Oui, la loi est parfois complexe, alors que nul n'est censé l'ignorer. Étudiant en droit, j'avais appris que le Journal officiel devait être consultable le lendemain de sa publication, mais les particuliers et les entreprises en ont rarement connaissance ! Le Gouvernement, de plus, ne publie pas forcément les rapports ou les décrets à temps. Parfois, je suis enjoint de signer des décrets qui auraient dû l'être sous le premier septennat de François Mitterrand -j'étais alors en maternelle... Cette complexité est parfois due également aux parlementaires, qui acceptent de voter ces lois, ou qui en rajoutent. Nous avons tous une pierre dans nos jardins.

Si nous partageons l'idée que la bureaucratie administrative discrédite l'État au lieu de le servir, alors il faut en sortir. Deux solutions sont possibles : soit tous les deux à trois ans, nous toilettons les textes par des mesures fourre-tout réunies dans une grande loi de simplification. Soit nous décidons de principes généraux. Le gouvernement précédent avait tenté d'instaurer la règle qui veut que le silence de l'administration vaut accord ; mais elle pose tellement de problèmes dans certains secteurs, comme le nucléaire ou la sécurité alimentaire, qu'il y a 1 400 exceptions à ce principe ! Ne travaillons pas de manière idéologique. Monsieur le rapporteur, ce n'est pas un texte fourre-tout, même si d'autres ministères sont tentés de profiter du véhicule.

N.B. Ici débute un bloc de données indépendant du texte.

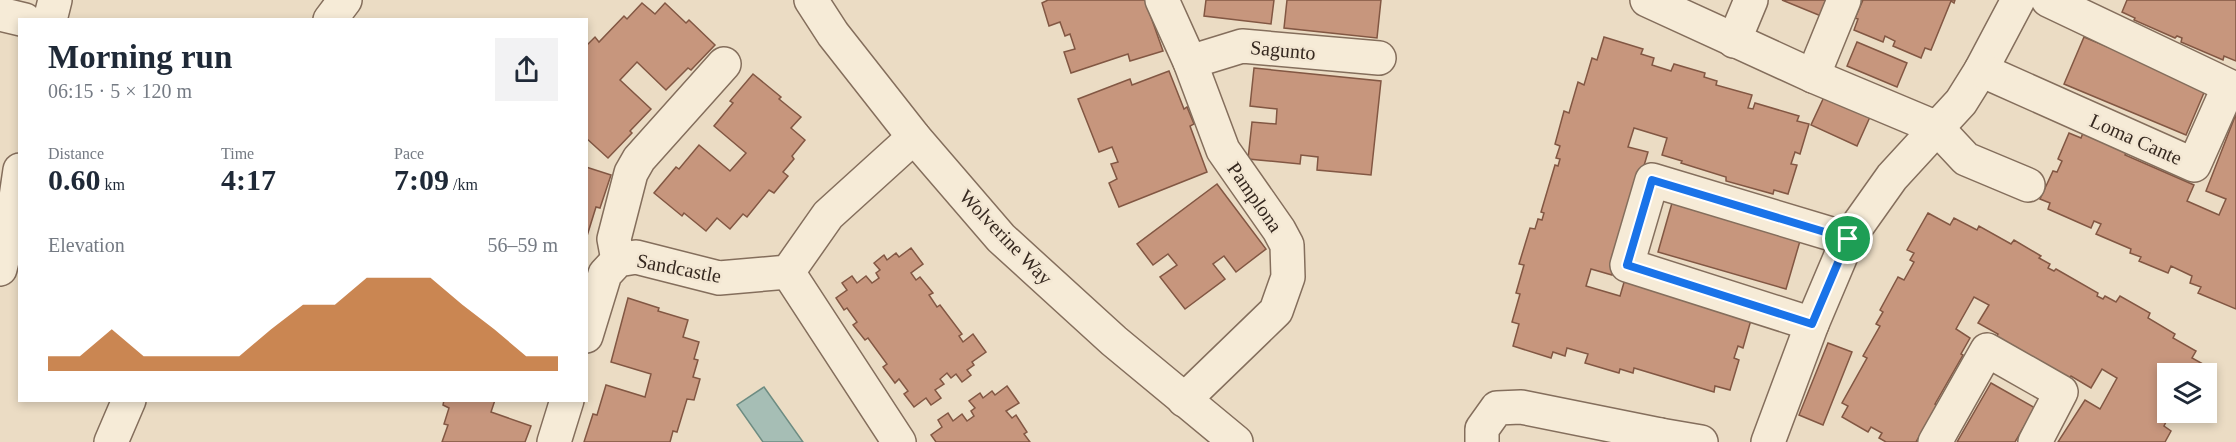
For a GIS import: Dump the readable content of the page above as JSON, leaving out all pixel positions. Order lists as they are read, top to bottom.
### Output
{
  "streets": {
    "street": [
      "Sagunto",
      "Loma Cante",
      "Pamplona",
      "Wolverine Way",
      "Sandcastle"
    ]
  },
  "crossings": [
    ["Sagunto", "Pamplona"],
    ["Pamplona", "Wolverine Way"]
  ],
  "page": {
    "heading": ["Morning run", "06:15 · 5 × 120 m"],
    "stats": [
      ["Distance", "0.60 km"],
      ["Time", "4:17"],
      ["Pace", "7:09 /km"]
    ],
    "chart": ["Elevation", "56–59 m"]
  }
}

Nous déclinons trois principes, qui visent un changement de comportement : le droit à l'erreur, le droit au contrôle, et le permis de faire. Que j'aie évoqué les crèches ne trahit pas le caractère fourre-tout de ce texte, mais témoigne du fait que le permis de faire peut se décliner dans tous les champs de l'action publique : le gouvernement avait pris l'exemple du logement, l'Assemblée nationale a rajouté les crèches. D'autres secteurs pourraient être concernés. C'est un texte de projets et de principes, avec des exemples. Le droit à l'erreur s'appliquera, y compris par défaut, dans tous les champs de l'action publique, même si ce texte posera peut-être des difficultés d'interprétation jurisprudentielle ou de formation des agents publics.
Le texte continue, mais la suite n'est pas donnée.